Concurrent Systems: Mutual Exclusion & Critical Section

Concurrent Systems: Mutual Exclusion & Critical Section

2021, Feb 03    

Critical Sections

In concurrent programming, concurrent accesses to shared resources can lead to unexpected or erroneous behavior, so parts of the program where the shared resource is accessed need to be protected in ways that avoid the concurrent access. This protected section is the critical section

Mutual Exclusion

Mutual exclusion is a property of concurrency control, which is instituted for the purpose of preventing race conditions. It is the requirement that one thread of execution never enters a critical section while a concurrent thread of execution is already accessing critical section, which refers to an interval of time during which a thread of execution accesses a shared resource.

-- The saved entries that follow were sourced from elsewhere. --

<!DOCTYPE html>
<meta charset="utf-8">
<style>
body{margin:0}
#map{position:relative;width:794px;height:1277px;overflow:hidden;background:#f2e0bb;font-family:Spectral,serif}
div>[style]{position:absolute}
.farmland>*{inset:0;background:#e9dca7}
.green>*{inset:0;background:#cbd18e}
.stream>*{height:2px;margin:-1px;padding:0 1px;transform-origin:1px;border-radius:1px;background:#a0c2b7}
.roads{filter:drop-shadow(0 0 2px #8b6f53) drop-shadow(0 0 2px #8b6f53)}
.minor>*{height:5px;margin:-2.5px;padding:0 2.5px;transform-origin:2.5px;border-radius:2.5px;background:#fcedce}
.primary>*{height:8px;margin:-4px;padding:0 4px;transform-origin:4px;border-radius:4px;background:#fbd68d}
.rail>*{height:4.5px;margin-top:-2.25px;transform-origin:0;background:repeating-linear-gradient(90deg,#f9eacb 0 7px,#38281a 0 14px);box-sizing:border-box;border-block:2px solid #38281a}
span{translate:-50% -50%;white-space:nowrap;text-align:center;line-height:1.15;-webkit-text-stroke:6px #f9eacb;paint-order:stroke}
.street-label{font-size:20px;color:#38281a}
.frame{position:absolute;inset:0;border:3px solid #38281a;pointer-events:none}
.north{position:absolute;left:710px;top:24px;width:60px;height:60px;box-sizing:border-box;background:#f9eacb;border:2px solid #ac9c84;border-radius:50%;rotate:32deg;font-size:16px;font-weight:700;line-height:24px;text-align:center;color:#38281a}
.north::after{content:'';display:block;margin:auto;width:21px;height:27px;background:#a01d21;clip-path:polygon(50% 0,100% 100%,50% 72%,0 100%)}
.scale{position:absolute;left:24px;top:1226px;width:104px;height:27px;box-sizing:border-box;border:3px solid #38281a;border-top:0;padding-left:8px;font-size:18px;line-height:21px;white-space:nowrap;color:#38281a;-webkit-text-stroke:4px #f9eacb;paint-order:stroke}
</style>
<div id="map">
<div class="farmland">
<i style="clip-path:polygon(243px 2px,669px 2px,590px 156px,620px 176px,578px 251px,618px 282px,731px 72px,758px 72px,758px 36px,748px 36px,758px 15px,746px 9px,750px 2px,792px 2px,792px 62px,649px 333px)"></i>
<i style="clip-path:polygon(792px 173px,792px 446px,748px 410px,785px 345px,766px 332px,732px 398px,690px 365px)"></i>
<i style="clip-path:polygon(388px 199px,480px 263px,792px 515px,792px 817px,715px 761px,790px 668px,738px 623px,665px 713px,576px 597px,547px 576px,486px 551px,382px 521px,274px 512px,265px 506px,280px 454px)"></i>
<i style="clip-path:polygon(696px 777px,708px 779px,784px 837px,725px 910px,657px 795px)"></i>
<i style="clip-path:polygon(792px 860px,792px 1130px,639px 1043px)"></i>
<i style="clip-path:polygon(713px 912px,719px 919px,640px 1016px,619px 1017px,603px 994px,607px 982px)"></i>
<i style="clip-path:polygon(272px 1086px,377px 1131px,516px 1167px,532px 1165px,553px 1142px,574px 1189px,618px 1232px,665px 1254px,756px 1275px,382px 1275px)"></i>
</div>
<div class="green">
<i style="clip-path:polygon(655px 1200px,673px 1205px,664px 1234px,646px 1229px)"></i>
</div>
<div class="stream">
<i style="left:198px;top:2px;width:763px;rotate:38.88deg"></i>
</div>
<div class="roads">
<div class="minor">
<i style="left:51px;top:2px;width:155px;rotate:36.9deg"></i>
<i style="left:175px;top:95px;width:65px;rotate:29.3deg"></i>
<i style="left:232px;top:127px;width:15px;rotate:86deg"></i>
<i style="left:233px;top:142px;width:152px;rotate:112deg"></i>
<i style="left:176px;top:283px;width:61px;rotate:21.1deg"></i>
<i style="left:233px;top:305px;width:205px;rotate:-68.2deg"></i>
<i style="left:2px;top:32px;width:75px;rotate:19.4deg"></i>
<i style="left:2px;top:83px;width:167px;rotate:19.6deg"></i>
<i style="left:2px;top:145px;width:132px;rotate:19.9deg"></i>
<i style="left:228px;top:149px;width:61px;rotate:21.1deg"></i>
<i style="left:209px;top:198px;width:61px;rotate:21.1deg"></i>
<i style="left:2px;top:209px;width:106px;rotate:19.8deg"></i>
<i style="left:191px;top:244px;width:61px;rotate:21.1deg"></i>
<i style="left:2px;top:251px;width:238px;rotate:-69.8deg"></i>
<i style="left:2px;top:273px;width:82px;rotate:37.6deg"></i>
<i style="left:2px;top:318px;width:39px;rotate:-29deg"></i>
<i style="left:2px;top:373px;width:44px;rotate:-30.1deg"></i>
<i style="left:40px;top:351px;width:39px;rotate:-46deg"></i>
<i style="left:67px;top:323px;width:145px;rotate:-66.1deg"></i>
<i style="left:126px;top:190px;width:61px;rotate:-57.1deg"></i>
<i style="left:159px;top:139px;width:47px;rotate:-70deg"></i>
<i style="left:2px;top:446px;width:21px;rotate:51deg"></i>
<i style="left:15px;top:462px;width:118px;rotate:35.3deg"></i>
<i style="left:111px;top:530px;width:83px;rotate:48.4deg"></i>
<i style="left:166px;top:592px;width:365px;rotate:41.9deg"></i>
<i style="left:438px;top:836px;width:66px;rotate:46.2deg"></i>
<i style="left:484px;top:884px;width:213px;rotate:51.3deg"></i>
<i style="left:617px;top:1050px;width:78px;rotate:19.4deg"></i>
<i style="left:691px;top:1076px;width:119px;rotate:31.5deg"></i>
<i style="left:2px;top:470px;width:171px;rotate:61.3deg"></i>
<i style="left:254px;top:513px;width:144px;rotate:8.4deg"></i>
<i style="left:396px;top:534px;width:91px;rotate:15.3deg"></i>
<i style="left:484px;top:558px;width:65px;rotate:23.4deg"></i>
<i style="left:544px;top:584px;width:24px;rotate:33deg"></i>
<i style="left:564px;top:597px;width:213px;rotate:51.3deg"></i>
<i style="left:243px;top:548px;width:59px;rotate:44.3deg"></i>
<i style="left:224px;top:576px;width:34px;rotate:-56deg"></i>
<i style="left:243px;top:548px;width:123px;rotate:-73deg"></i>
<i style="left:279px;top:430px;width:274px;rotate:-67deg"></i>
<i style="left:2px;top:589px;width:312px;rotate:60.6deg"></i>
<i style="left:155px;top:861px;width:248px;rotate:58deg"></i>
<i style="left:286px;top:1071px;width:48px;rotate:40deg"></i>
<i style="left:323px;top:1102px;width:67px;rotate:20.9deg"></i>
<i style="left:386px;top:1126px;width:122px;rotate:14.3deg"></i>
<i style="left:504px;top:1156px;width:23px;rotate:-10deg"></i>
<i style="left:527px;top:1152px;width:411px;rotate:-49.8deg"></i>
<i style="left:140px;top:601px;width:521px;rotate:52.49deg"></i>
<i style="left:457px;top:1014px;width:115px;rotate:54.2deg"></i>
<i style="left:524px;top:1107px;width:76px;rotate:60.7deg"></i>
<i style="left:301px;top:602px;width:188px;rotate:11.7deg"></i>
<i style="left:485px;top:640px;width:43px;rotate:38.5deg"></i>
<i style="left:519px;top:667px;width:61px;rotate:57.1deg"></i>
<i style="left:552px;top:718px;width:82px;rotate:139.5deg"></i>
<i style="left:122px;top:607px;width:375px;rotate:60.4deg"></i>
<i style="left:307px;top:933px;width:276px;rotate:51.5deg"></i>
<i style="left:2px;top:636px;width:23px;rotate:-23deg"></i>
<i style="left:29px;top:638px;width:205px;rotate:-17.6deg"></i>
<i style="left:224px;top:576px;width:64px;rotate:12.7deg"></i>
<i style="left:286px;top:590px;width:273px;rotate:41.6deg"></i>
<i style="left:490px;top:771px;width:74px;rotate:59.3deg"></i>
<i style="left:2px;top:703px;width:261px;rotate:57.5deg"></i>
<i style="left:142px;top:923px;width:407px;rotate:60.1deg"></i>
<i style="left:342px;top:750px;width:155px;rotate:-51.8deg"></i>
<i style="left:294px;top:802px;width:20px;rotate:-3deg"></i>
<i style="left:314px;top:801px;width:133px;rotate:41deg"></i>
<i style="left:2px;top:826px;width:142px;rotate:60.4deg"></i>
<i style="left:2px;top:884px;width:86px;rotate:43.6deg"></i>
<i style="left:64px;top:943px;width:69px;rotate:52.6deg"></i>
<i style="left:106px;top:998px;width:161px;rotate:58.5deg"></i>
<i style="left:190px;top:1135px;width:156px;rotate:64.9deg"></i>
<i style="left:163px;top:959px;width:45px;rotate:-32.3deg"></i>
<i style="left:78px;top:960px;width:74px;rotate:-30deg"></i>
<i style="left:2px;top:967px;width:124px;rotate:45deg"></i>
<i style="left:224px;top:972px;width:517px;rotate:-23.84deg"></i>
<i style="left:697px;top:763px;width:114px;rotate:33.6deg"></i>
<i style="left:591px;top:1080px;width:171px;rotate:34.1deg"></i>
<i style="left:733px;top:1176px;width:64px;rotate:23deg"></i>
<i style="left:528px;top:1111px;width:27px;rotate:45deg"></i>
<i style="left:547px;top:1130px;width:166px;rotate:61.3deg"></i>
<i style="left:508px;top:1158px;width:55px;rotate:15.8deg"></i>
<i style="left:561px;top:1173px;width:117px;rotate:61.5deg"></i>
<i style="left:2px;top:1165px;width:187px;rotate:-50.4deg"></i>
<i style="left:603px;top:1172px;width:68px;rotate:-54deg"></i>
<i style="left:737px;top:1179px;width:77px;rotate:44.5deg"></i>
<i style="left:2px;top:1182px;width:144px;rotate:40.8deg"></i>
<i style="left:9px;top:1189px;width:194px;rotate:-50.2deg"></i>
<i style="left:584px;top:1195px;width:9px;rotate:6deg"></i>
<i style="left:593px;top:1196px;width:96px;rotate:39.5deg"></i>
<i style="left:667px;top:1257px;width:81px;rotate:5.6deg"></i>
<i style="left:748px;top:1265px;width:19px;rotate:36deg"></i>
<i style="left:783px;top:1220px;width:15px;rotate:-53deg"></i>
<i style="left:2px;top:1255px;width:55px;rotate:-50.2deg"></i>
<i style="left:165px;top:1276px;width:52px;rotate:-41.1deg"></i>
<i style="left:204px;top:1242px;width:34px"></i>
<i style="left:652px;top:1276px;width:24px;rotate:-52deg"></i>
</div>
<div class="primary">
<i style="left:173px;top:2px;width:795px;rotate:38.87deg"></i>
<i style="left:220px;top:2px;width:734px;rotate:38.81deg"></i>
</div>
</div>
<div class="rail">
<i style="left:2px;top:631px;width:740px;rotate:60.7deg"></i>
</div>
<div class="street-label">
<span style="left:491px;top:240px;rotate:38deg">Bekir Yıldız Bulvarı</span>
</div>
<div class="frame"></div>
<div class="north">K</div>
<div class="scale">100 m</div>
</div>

  • Mutex can be implemented by use of locks.
  • contention may occur when consumer have to wait for lock. Dining Philosophers Problem: 5 Philosophers, 5 forks, round table.
  • Sleepable Locks
  • Spin Lock
  • Mutex is implemented using binary semaphore. (sem -> locking objects)

Semaphore

Semaphore is simply a variable that is non-negative and shared between threads. This variable is used to solve the critical section problem and to achieve process synchronization in the multiprocessing environment.

  • Binary Semaphore
  • Counting Semaphore
  • Producer Consumer problem implemented using Binary Semaphore for each producer & consumer.

Multi-Reader Single-Writer locks

  • First semaphore is a mutual exclusion lock (mutex)
    • Any writer must wait to acquire this
  • Second semaphore protects a reader count
    • Reader count incremented whenever a reader enters
    • Reader count decremented when a reader exits
    • First reader acquires mutex; last reader releases mutex

Alternatives to Semaphores/locks

  • Conditional Critical Regions
    • variables can be explicitly declared as ‘shared’
    • code can be tagged as using those variables.
    • Compiler can automatically manages the underlying primitives of mutex
  • Monitors
    • Monitors are similar to CCRs (implicit mutual exclusion),but modify them in two ways
      • waiting is limited to explicit condition variables
      • – All related routines are combined together, along with initialization code, in a single construct
    • Idea is that only one thread can ever be executing ‘within’ the monitor
      • If a thread calls a monitor method, it will block (enqueue) if another thread is holding the monitor
    • Hence all methods within the monitor can proceed on the basis that mutual exclusion has been ensured
    • Java’s synchronized primitive implements monitors.
  • Condition variables
    • Condition variables are synchronization primitives that enable threads to wait until a particular condition occurs.
    • Monitors allow condition variables.
        wait(condition-variable){
        // suspend thread and add it to the queue for CV, release monitor lock
        }
        signal(condition-variable){
        // if any threads queued on CV, wake one thread;
        }
        broadcast(condition-variable){
        // wake all threads queued on CV
        }
      

Atomicity (Abortablity)

If a sequence of operations (e.g read-and-set) are made to occur as if one operation, we call them atomic.